Nagios Remote Host Configuration



Nagios, as you might be knowing is an open source Host monitoring solution. The Nagios core is free and open source. If you need professional services and support you can go for Nagios XI.  You can check more details at 
Nagios website . 

The Basic Architecture is like this, we have a Nagios Remote Host and a Nagios Server. The Remote host has some services running on it which are to be centrally monitored from Nagios server and alert generated in case of any failure or impending failure. The Remote Host ( also known as Nagios Client) sends its service status to the Nagios Server via NRPE.(Nagios Remote Plugin Executer). NRPE lets you monitor variety of services like status of Oracle, HTTP website URL status, free disk space, CPU load among others.

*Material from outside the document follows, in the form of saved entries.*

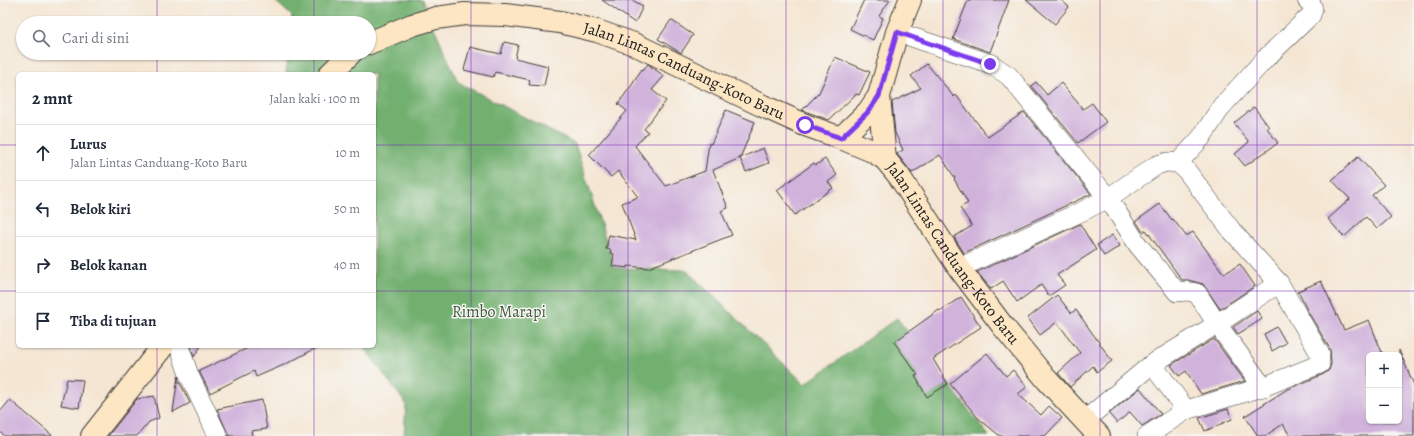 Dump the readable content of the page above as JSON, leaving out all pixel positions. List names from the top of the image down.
{
  "streets": {
    "main road": ["Jalan Lintas Canduang-Koto Baru"]
  },
  "parks": ["Rimbo Marapi"],
  "page": {
    "search": "Cari di sini",
    "heading": ["2 mnt", "Jalan kaki · 100 m"],
    "list": [
      ["Lurus", "Jalan Lintas Canduang-Koto Baru", "10 m"],
      ["Belok kiri", "50 m"],
      ["Belok kanan", "40 m"],
      "Tiba di tujuan"
    ],
    "map_buttons": ["+", "−"]
  }
} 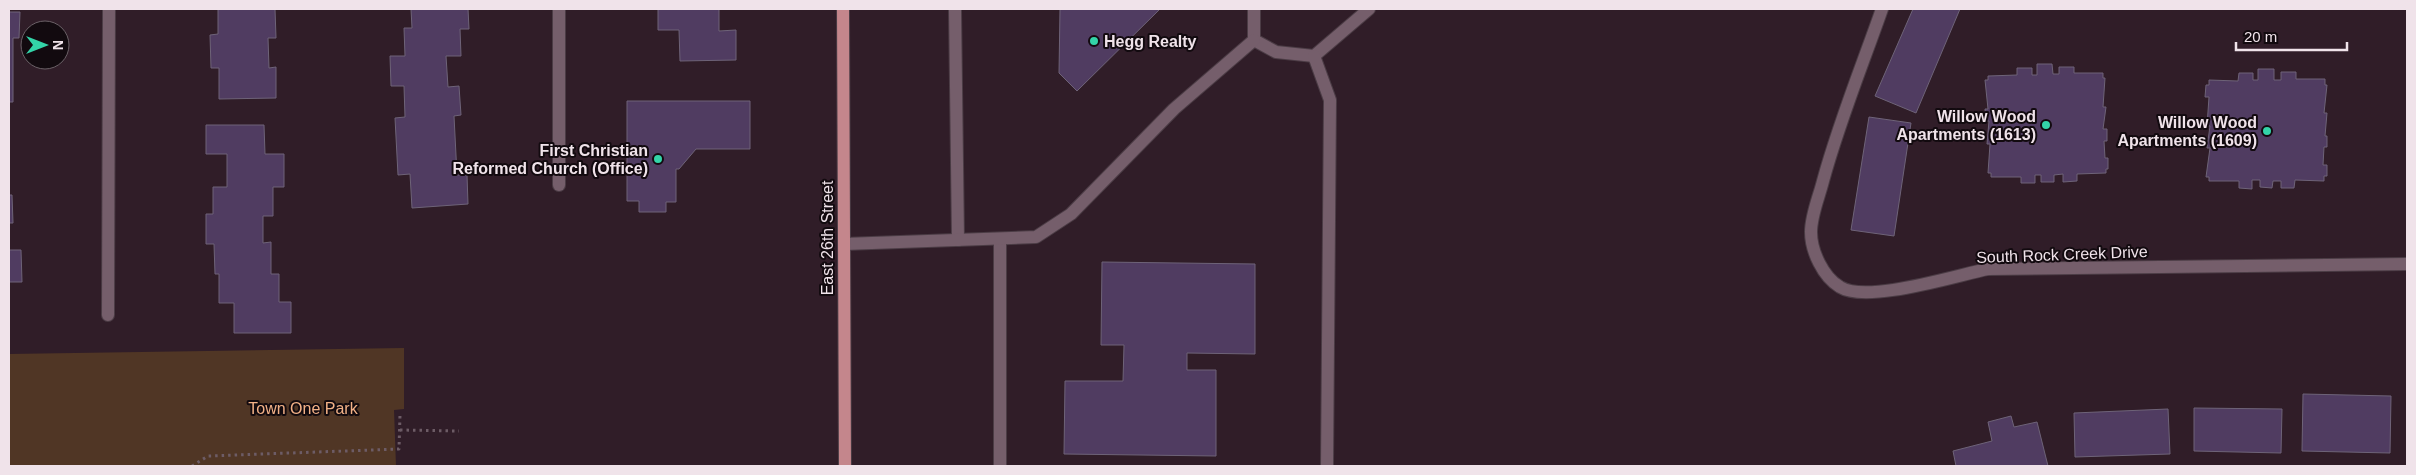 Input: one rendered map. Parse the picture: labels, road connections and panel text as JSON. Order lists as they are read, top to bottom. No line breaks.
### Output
{"streets":{"main road":["East 26th Street"],"street":["South Rock Creek Drive"]},"parks":["Town One Park"],"places":["Hegg Realty","Willow Wood Apartments (1613)","Willow Wood Apartments (1609)","First Christian Reformed Church (Office)"],"scale_bar":"20 m","north":"right"}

Here i describe the method for setting up a Nagios Remote Host to be monitored from a Nagios Host. I assume you already have a running setup with Nagios Server properly configured and want to monitor the different services running on your Nagios Remote Hosts.

Lets begin .....

Steps to be performed on Nagios server:-

1. Go to the Nagios configuration directory and edit hosts.cfg file and enter the hostname and ip address of nagios remote host. This will make an entry for the particular host and is used to identify the remote host.

2. Most Nagios Administrators classify their Remote Hosts in various groups based on OS type (i.e Solaris, Linux,Windows etc) or based on Datacenter location name (i.e DC-US, DC-EU, DC-APAC). For this purpose, we need to edit hostgroup.cfg file and enter the hostname of the remote host (declared in previous step) in a particular hostgroup we want it to be (e.g Solaris-Group, Linux-Group or DC-APAC )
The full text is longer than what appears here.